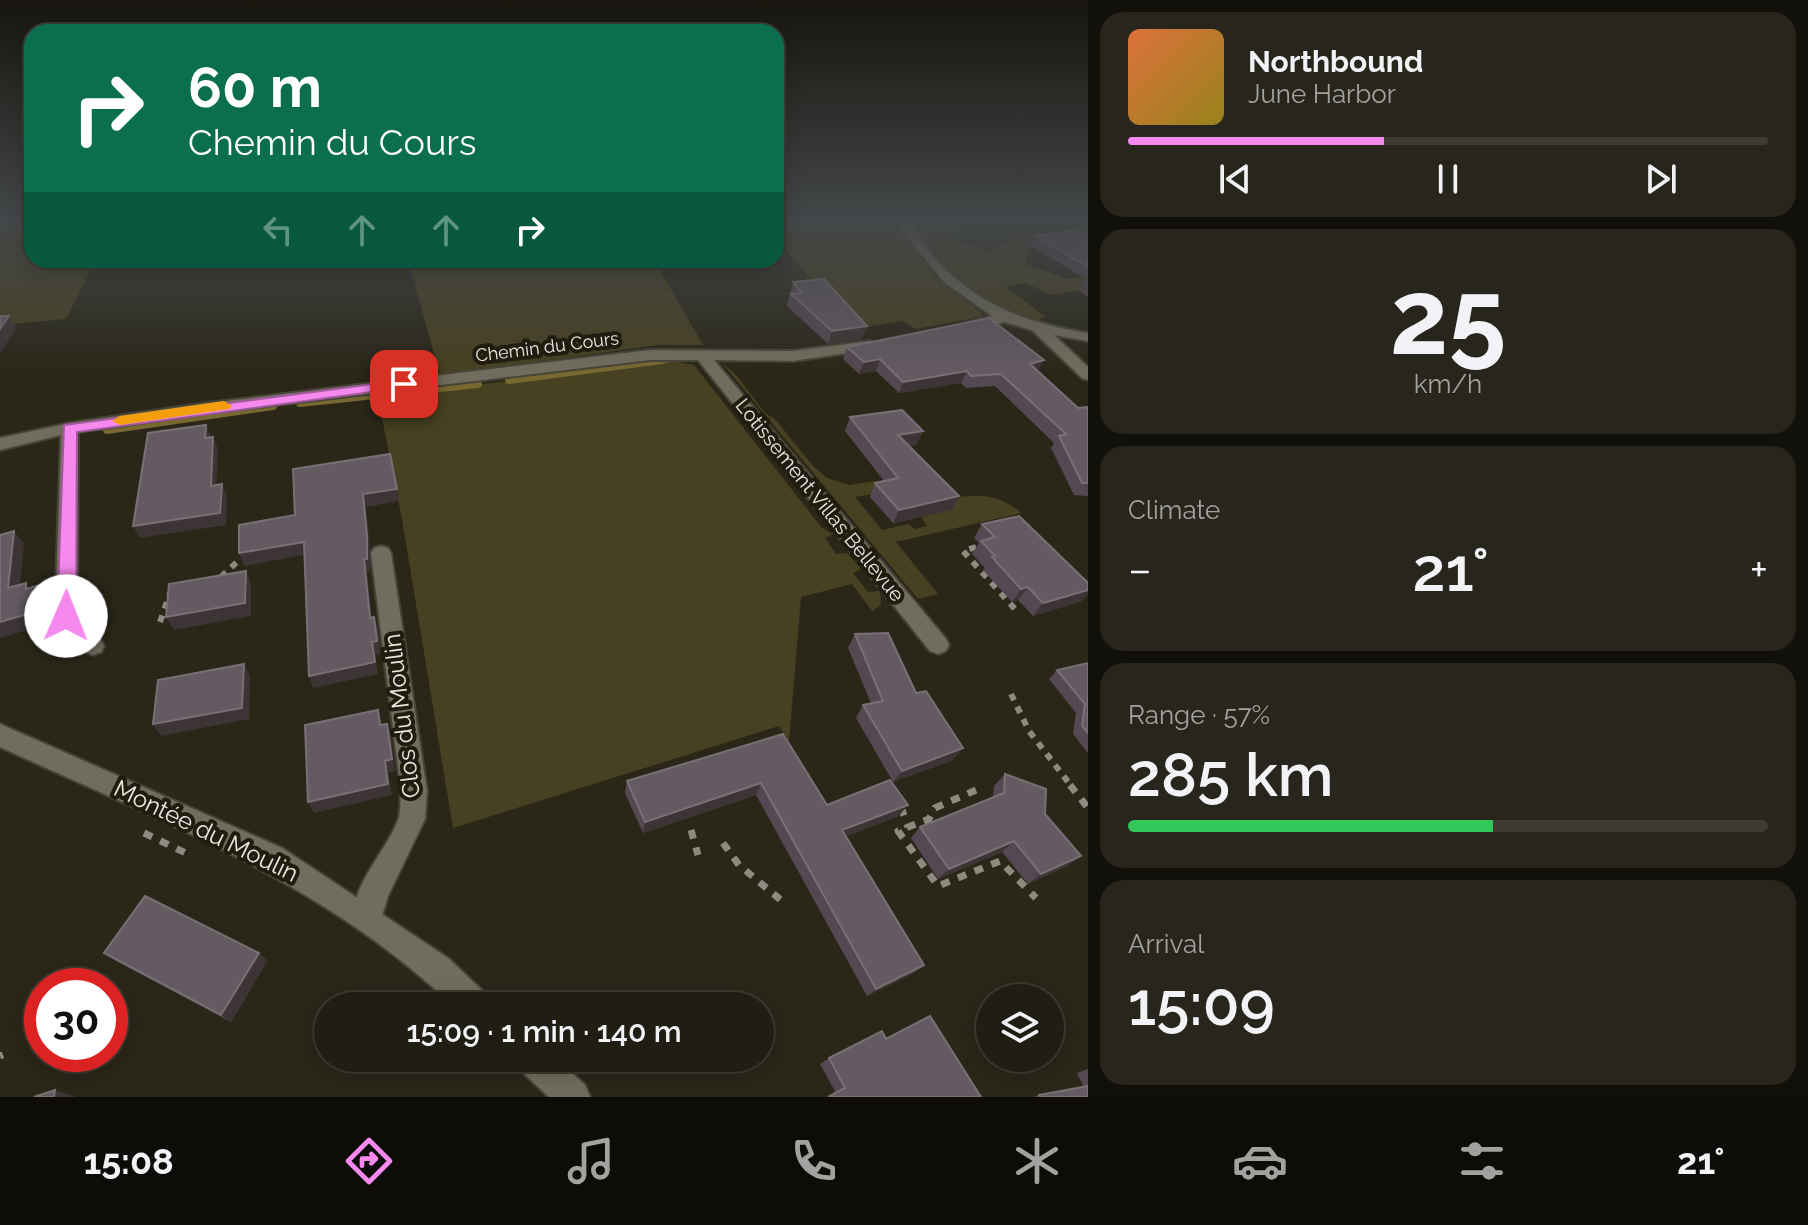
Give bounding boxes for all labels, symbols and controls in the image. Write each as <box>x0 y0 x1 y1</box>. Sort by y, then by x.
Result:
text: Northbound <box>1248 44 1423 79</box>
text: 60 m <box>188 54 322 120</box>
icon: right <box>56 56 160 160</box>
text: June Harbor <box>1248 79 1396 109</box>
text: Chemin du Cours <box>188 121 476 163</box>
icon: previous <box>1213 157 1257 201</box>
icon: pause <box>1426 157 1470 201</box>
icon: next <box>1639 157 1683 201</box>
icon: left <box>256 208 300 252</box>
icon: ahead <box>340 208 384 252</box>
icon: ahead <box>424 208 468 252</box>
icon: right <box>508 208 552 252</box>
text: 25 <box>1390 256 1506 378</box>
street label: Chemin du Cours <box>474 327 620 366</box>
pin <box>370 350 438 418</box>
icon: arrive <box>382 362 426 406</box>
text: km/h <box>1414 369 1482 399</box>
street label: Lotissement Villas Bellevue <box>731 394 909 607</box>
text: Climate <box>1128 495 1220 525</box>
text: 21° <box>1412 535 1489 605</box>
text: − <box>1128 544 1152 595</box>
text: + <box>1750 544 1768 595</box>
position arrow <box>24 574 108 658</box>
street label: Clos du Moulin <box>377 632 426 800</box>
text: Range · 57% <box>1128 700 1270 730</box>
text: 285 km <box>1128 740 1333 810</box>
street label: Montée du Moulin <box>109 773 303 888</box>
text: Arrival <box>1128 929 1204 959</box>
speed limit sign: 30 <box>24 968 128 1072</box>
text: 15:09 <box>1128 969 1275 1039</box>
map controls <box>976 984 1064 1072</box>
button: layers <box>976 984 1064 1072</box>
text: 15:09 · 1 min · 140 m <box>406 1014 682 1049</box>
icon: directions <box>341 1133 397 1189</box>
icon: music <box>563 1133 619 1189</box>
icon: phone <box>786 1133 842 1189</box>
icon: climate <box>1009 1133 1065 1189</box>
icon: car <box>1232 1133 1288 1189</box>
icon: filters <box>1454 1133 1510 1189</box>
text: 15:08 <box>83 1140 174 1182</box>
text: 21° <box>1677 1140 1725 1182</box>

**PROBLEM DETAILS**
Using the records above, find the number of lines that contain the string "controls", and give that number without further comment.

**OUTPUT FOR THIS EXERCISE**
2